**Your assignment**
Below are the records; restate all of them exactly.

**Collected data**
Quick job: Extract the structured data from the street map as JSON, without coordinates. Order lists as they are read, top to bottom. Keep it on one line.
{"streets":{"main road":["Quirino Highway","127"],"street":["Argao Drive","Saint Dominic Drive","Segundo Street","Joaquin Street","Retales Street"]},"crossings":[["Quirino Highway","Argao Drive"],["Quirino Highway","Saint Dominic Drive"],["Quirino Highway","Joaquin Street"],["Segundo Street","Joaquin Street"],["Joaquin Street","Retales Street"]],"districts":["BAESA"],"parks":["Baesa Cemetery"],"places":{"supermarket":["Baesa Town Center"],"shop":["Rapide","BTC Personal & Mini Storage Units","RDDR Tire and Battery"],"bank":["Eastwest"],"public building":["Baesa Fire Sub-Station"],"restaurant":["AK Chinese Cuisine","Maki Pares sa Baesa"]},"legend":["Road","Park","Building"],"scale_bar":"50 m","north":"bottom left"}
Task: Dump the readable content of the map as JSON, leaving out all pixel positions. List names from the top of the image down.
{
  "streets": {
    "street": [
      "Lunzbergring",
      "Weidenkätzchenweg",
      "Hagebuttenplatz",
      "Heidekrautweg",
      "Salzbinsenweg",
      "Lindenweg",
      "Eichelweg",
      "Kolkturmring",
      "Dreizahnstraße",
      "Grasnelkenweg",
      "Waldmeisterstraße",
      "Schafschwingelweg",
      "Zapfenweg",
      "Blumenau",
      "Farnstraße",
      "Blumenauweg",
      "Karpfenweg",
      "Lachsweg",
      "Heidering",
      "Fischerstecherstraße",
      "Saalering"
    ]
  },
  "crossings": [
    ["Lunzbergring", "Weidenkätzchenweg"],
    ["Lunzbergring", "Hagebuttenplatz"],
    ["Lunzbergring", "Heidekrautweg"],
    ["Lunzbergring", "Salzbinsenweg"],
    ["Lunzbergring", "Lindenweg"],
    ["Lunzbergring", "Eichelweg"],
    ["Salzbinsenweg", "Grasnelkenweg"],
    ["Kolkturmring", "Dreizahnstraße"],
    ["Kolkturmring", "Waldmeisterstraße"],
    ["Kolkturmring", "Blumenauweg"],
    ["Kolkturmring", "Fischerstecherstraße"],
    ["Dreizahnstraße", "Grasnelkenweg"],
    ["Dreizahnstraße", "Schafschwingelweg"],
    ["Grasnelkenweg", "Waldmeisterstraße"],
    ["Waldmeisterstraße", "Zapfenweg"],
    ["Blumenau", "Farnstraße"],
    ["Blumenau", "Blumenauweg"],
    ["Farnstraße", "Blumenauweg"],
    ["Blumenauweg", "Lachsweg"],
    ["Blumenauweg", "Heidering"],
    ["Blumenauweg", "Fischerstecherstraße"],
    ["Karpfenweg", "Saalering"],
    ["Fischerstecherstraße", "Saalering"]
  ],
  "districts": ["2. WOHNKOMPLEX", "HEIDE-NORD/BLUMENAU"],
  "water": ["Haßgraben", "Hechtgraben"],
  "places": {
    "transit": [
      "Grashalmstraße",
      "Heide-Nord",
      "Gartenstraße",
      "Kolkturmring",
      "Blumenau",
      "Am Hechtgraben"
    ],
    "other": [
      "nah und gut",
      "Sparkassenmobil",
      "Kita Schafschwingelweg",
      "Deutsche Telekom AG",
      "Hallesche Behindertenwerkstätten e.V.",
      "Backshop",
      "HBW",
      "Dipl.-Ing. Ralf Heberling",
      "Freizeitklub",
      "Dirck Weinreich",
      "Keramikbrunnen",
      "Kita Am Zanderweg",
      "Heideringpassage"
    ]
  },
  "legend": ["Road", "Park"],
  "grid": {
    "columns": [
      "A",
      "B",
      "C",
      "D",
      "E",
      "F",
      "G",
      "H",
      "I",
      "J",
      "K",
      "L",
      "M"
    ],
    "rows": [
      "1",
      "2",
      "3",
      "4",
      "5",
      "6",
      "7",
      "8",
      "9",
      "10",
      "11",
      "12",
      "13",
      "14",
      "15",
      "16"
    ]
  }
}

**Response**
Quick job: Extract the structured data from the street map as JSON, without coordinates. Order lists as they are read, top to bottom. Keep it on one line.
{"streets":{"main road":["Quirino Highway","127"],"street":["Argao Drive","Saint Dominic Drive","Segundo Street","Joaquin Street","Retales Street"]},"crossings":[["Quirino Highway","Argao Drive"],["Quirino Highway","Saint Dominic Drive"],["Quirino Highway","Joaquin Street"],["Segundo Street","Joaquin Street"],["Joaquin Street","Retales Street"]],"districts":["BAESA"],"parks":["Baesa Cemetery"],"places":{"supermarket":["Baesa Town Center"],"shop":["Rapide","BTC Personal & Mini Storage Units","RDDR Tire and Battery"],"bank":["Eastwest"],"public building":["Baesa Fire Sub-Station"],"restaurant":["AK Chinese Cuisine","Maki Pares sa Baesa"]},"legend":["Road","Park","Building"],"scale_bar":"50 m","north":"bottom left"}
Task: Dump the readable content of the map as JSON, leaving out all pixel positions. List names from the top of the image down.
{
  "streets": {
    "street": [
      "Lunzbergring",
      "Weidenkätzchenweg",
      "Hagebuttenplatz",
      "Heidekrautweg",
      "Salzbinsenweg",
      "Lindenweg",
      "Eichelweg",
      "Kolkturmring",
      "Dreizahnstraße",
      "Grasnelkenweg",
      "Waldmeisterstraße",
      "Schafschwingelweg",
      "Zapfenweg",
      "Blumenau",
      "Farnstraße",
      "Blumenauweg",
      "Karpfenweg",
      "Lachsweg",
      "Heidering",
      "Fischerstecherstraße",
      "Saalering"
    ]
  },
  "crossings": [
    ["Lunzbergring", "Weidenkätzchenweg"],
    ["Lunzbergring", "Hagebuttenplatz"],
    ["Lunzbergring", "Heidekrautweg"],
    ["Lunzbergring", "Salzbinsenweg"],
    ["Lunzbergring", "Lindenweg"],
    ["Lunzbergring", "Eichelweg"],
    ["Salzbinsenweg", "Grasnelkenweg"],
    ["Kolkturmring", "Dreizahnstraße"],
    ["Kolkturmring", "Waldmeisterstraße"],
    ["Kolkturmring", "Blumenauweg"],
    ["Kolkturmring", "Fischerstecherstraße"],
    ["Dreizahnstraße", "Grasnelkenweg"],
    ["Dreizahnstraße", "Schafschwingelweg"],
    ["Grasnelkenweg", "Waldmeisterstraße"],
    ["Waldmeisterstraße", "Zapfenweg"],
    ["Blumenau", "Farnstraße"],
    ["Blumenau", "Blumenauweg"],
    ["Farnstraße", "Blumenauweg"],
    ["Blumenauweg", "Lachsweg"],
    ["Blumenauweg", "Heidering"],
    ["Blumenauweg", "Fischerstecherstraße"],
    ["Karpfenweg", "Saalering"],
    ["Fischerstecherstraße", "Saalering"]
  ],
  "districts": ["2. WOHNKOMPLEX", "HEIDE-NORD/BLUMENAU"],
  "water": ["Haßgraben", "Hechtgraben"],
  "places": {
    "transit": [
      "Grashalmstraße",
      "Heide-Nord",
      "Gartenstraße",
      "Kolkturmring",
      "Blumenau",
      "Am Hechtgraben"
    ],
    "other": [
      "nah und gut",
      "Sparkassenmobil",
      "Kita Schafschwingelweg",
      "Deutsche Telekom AG",
      "Hallesche Behindertenwerkstätten e.V.",
      "Backshop",
      "HBW",
      "Dipl.-Ing. Ralf Heberling",
      "Freizeitklub",
      "Dirck Weinreich",
      "Keramikbrunnen",
      "Kita Am Zanderweg",
      "Heideringpassage"
    ]
  },
  "legend": ["Road", "Park"],
  "grid": {
    "columns": [
      "A",
      "B",
      "C",
      "D",
      "E",
      "F",
      "G",
      "H",
      "I",
      "J",
      "K",
      "L",
      "M"
    ],
    "rows": [
      "1",
      "2",
      "3",
      "4",
      "5",
      "6",
      "7",
      "8",
      "9",
      "10",
      "11",
      "12",
      "13",
      "14",
      "15",
      "16"
    ]
  }
}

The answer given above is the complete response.